How do i construct a script that can check the Azure Tentant and enable MFA for Admins?

376 Views Asked by At

Hello Stack Overflow,

I'm encountering the following issue. I'm trying to create a script that will check what administrator accounts are present on the O365 tenant and enable automatically for them MFA so that, the next time they will log in the will be prompted to setup MFA.

The code bellow is as following:

$mfa1 = Get-MsolUser | Select-Object UserPrincipalName,StrongAuthenticationMethods,StrongAuthenticationRequirements | Where-object {$_.UserPrincipalName -notin $exclude }

foreach ($item in $mfa1) {
if ($null -ne $item.StrongAuthenticationMethods){
    $st = New-Object -TypeName Microsoft.Online.Administration.StrongAuthenticationRequirement
    $st.RelyingParty = "*"
    $st.State = "Enable"
    $sta = @($st)
    Set-MsolUser -UserPrincipalName $item.UserPrincipalName -StrongAuthenticationRequirements $sta
    Write-Host "test1"
}
else {
    Write-Host "test2"
}

}

Let me know where the i'm wrong, i have searched almost all the internet for a solution without having to upload the users from the CSV

Thanks in advance !

1

There are 1 best solutions below

2
On

Seems you got some issue, but the code below that based on your code works perfectly for me.

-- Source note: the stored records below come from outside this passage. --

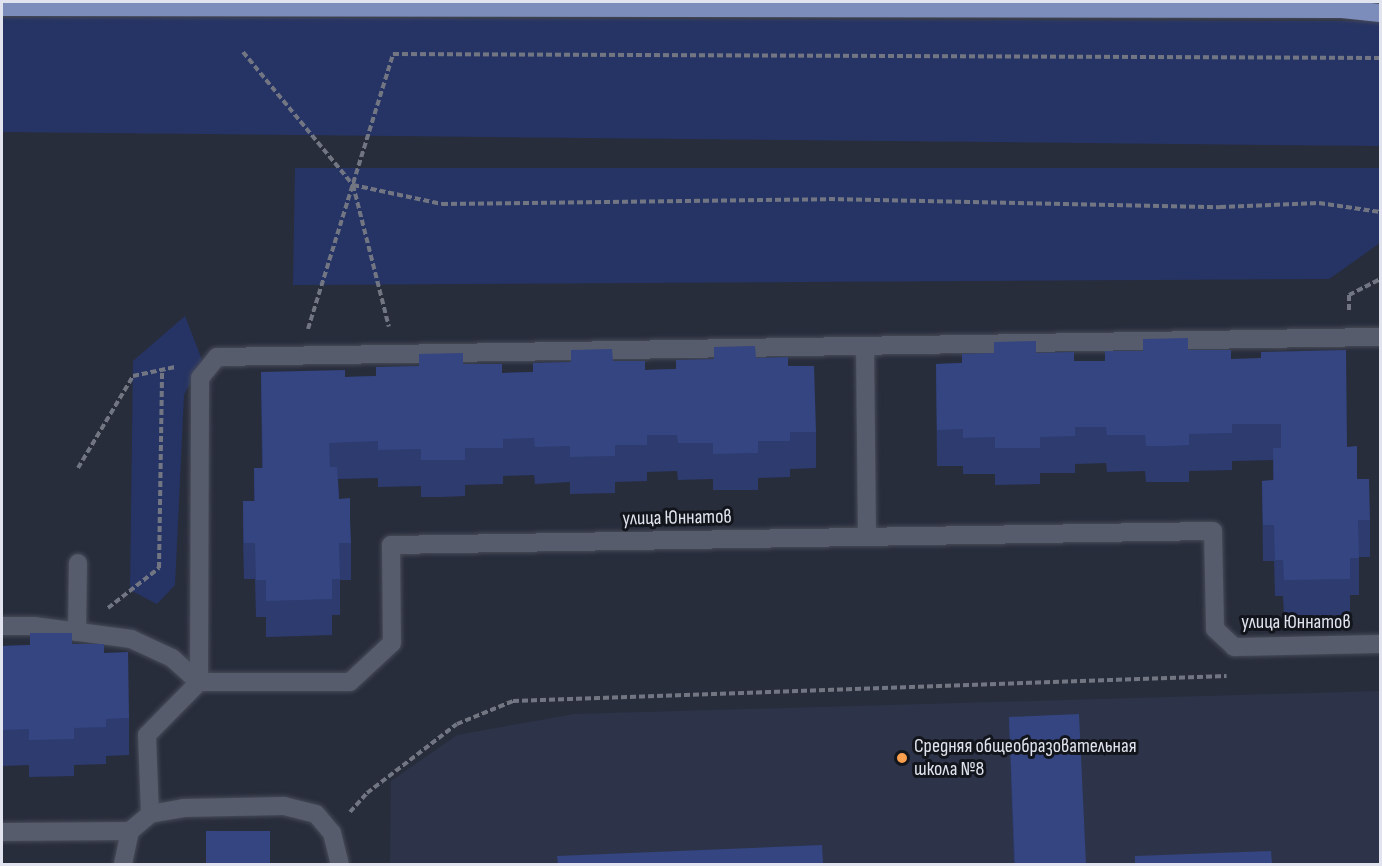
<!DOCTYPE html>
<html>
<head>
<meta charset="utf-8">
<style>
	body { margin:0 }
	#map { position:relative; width:1382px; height:866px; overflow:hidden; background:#282d3c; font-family:"Sofia Sans Condensed",sans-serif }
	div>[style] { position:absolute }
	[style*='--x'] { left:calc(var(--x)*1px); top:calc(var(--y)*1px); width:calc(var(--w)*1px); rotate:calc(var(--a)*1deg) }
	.built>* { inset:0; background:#2d3449 }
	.green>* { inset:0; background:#263465 }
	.path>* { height:4px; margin-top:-2px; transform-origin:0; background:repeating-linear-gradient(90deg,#727683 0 6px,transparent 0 9px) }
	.roads { filter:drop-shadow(0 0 2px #474b58) drop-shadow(0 0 2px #474b58) }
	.minor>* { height:18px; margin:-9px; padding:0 9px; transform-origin:9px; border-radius:9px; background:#565c6c }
	.major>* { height:18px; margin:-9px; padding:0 9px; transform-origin:9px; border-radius:9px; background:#7c8dbc }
	.wall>* { inset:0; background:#2d3b6f }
	.building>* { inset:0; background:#344581 }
	.dots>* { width:16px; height:16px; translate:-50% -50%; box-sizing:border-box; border:3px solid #13151c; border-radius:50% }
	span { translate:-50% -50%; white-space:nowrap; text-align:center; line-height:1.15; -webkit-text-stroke:6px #13151c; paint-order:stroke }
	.street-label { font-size:20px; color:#e1e4ee }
	.poi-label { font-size:20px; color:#e1e4ee }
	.left { translate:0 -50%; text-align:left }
	.frame { position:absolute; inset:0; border:3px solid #e1e4ee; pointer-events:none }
</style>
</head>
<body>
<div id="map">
	<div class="built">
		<div style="clip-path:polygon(1380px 691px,1380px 864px,390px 864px,391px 781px,457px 735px,574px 714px)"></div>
	</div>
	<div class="green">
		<div style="clip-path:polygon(2px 17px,1380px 21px,1380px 146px,2px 132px)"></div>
		<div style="clip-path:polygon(295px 168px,1380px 168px,1380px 243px,1329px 279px,293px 285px)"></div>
		<div style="clip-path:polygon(185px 316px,202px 360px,184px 395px,175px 585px,157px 604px,130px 590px,133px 361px)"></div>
	</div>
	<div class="path">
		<div style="--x:243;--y:52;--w:173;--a:50.4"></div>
		<div style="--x:353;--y:185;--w:146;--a:75.8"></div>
		<div style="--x:353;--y:185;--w:91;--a:12.1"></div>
		<div style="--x:442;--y:204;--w:387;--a:-0.7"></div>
		<div style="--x:829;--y:199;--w:391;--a:1.2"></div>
		<div style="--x:1220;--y:207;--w:99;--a:-2.3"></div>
		<div style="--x:1319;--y:203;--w:62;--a:8.4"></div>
		<div style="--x:1349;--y:310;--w:15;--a:-90"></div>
		<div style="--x:1349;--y:295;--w:35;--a:-27"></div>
		<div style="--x:308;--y:329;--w:288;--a:-72.8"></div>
		<div style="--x:393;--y:54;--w:987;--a:0.23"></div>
		<div style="--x:78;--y:468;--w:107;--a:-59.1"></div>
		<div style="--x:133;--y:376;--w:43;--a:-12.1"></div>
		<div style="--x:108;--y:608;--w:65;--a:-38.1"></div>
		<div style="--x:159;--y:568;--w:198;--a:-89.1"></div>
		<div style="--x:350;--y:812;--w:25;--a:-48"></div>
		<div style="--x:367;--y:793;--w:113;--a:-37.5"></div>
		<div style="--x:457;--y:724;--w:61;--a:-22.3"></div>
		<div style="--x:513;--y:701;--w:714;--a:-2.01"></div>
	</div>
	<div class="roads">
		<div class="minor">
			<div style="--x:865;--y:346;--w:191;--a:89.4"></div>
			<div style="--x:2;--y:626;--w:32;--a:0"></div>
			<div style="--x:34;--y:626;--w:98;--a:7.6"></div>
			<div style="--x:131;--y:639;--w:45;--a:24.9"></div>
			<div style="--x:172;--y:658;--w:36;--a:42"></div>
			<div style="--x:199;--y:682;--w:151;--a:0"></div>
			<div style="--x:350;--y:682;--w:57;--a:-42.9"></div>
			<div style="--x:392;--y:643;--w:98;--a:-90.6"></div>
			<div style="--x:391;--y:545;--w:822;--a:-0.98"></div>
			<div style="--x:1213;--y:531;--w:98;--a:88.8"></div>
			<div style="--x:1215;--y:629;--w:26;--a:43"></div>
			<div style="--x:1234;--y:647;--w:146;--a:-1.2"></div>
			<div style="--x:77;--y:632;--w:69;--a:-89.2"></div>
			<div style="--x:150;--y:814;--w:79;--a:-92.2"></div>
			<div style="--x:147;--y:735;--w:74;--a:-45.5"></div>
			<div style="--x:199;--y:682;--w:304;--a:-89.8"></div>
			<div style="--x:200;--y:378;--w:27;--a:-51"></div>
			<div style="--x:217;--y:357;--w:1163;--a:-0.99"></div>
			<div style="--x:2;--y:832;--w:128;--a:-0.4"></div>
			<div style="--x:130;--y:831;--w:26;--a:-40"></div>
			<div style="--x:150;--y:814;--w:34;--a:-10"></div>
			<div style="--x:183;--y:808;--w:101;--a:-1.1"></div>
			<div style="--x:284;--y:806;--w:33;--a:14"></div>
			<div style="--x:316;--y:814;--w:25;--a:50"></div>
			<div style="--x:332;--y:833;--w:32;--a:76"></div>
			<div style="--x:123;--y:864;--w:34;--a:-78"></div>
		</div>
		<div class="major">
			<div style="--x:2;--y:7;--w:1340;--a:0.09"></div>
			<div style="--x:1342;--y:9;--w:38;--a:6"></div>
		</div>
	</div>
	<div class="wall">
		<div style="clip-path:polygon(1188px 350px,1231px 359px,1347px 447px,1370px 520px,1370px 557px,1359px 557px,1359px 595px,1350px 595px,1350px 615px,1284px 616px,1283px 596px,1275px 596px,1274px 561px,1263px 561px,1262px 481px,1273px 480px,1273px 460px,1232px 461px,1232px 470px,1189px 471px,1189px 482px,1146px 482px,1145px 471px,1107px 472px,1106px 463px,1075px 464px,1075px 473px,1040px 473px,1040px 484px,995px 485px,995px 474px,963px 474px,963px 466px,937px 466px,936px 364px,962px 363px,1036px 353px,1074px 361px,1105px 361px)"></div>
		<div style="clip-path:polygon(756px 358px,788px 366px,816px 432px,816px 468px,790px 469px,790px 477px,758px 478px,758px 490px,713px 490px,713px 479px,678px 480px,677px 471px,647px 472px,647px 481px,615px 482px,615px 493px,570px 494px,570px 482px,535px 484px,534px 475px,503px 476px,503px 484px,465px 485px,465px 496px,442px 497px,421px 497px,421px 486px,378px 487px,378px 478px,338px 479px,339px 499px,351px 543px,351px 580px,340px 580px,340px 615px,332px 615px,332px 635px,266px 637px,266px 617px,256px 617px,255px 579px,244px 579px,243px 538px,243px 501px,254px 501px,254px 468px,262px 468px,261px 372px,345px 377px,376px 376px,463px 364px,502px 373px,533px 372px,613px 361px,645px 370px,676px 369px)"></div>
		<div style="clip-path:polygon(72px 644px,104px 653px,129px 718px,129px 755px,106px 756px,106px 764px,74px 765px,74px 776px,29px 777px,29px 765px,2px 766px,2px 646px)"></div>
		<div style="clip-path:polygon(1009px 717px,1086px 864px,1014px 864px)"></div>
	</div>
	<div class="building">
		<div style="clip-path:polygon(1188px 338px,1188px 350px,1231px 350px,1231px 359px,1261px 358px,1261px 352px,1346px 350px,1347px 447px,1357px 446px,1357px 479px,1369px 479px,1370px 520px,1358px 520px,1359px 558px,1350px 558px,1350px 579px,1284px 580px,1283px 560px,1275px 560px,1274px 525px,1263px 525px,1262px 481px,1274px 480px,1273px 448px,1281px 448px,1281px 424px,1232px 424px,1232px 433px,1189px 434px,1189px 445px,1168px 446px,1146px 446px,1145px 435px,1107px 435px,1106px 427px,1075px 427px,1075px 436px,1040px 437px,1040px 448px,995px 448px,995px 437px,963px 438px,963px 429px,937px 430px,936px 364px,962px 363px,962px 354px,994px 353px,994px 342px,1036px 341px,1036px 353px,1074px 352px,1074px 361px,1105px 361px,1105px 351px,1143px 351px,1143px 339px)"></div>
		<div style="clip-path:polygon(755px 346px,756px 358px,788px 357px,788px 366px,814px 366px,816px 432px,790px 432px,790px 441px,758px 441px,758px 453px,713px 454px,713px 443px,678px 443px,677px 435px,647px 435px,647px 445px,615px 445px,615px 456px,570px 457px,570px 446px,535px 447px,534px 438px,503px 439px,503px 448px,465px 448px,465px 460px,421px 460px,421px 449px,378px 450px,378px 441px,329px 443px,330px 467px,337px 467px,339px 499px,350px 498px,350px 520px,351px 543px,339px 543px,340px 579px,332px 579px,332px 599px,266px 601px,266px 580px,256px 580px,255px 543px,244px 543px,243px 501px,255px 501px,254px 468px,263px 468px,261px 372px,345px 370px,345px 377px,376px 376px,376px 367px,419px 366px,419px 354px,463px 353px,463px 364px,502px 364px,502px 373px,533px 372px,533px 363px,571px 362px,571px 350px,612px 349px,613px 361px,645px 361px,645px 370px,676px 369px,676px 360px,714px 359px,714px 347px)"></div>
		<div style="clip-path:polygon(30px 633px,72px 633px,72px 644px,104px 644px,104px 653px,128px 652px,129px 718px,106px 719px,106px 727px,74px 728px,74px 739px,29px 740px,29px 729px,2px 730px,2px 646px,30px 645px)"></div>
		<div style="clip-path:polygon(1079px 714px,1086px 864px,1015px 864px,1009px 717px)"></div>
		<div style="clip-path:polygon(206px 831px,270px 831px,270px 864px,206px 864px)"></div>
		<div style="clip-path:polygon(822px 845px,823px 864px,558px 864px,557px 856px)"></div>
		<div style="clip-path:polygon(1271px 851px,1272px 864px,1135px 864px,1135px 856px)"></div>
	</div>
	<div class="dots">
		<div style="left:902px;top:758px;background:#fa9f4e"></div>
	</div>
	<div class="street-label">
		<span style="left:677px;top:518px;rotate:-1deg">улица Юннатов</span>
		<span style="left:1296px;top:622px">улица Юннатов</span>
	</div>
	<div class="poi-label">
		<span class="left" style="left:914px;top:758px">Средняя общеобразовательная<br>школа №8</span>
	</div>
	<div class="frame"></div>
</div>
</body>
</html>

For a quick test, I specify a user to go through this process:

$mfa1 = Get-MsolUser | Select-Object UserPrincipalName,StrongAuthenticationMethods,StrongAuthenticationRequirements | Where-object {$_.UserPrincipalName -eq  '<User Principal Name>' }
foreach ($item in $mfa1) {
#if there is no StrongAuthenticationMethods, enable MFA
if ($item.StrongAuthenticationMethods.Count -eq 0){
    $st = New-Object -TypeName Microsoft.Online.Administration.StrongAuthenticationRequirement
    $st.RelyingParty = "*"
    #here is the issue that you can't set MFA successfully, the value should be "Enabled"
    $st.State = "Enabled"
    $sta = @($st)
    Set-MsolUser -UserPrincipalName $item.UserPrincipalName -StrongAuthenticationRequirements $sta
    Write-Host "test1"
}
else {
    Write-Host "test2"
    }
}

When a user has enabled MFA and set MFA method:

enter image description here

When a user has no MFA method:

enter image description here

Let me know if you have any further questions.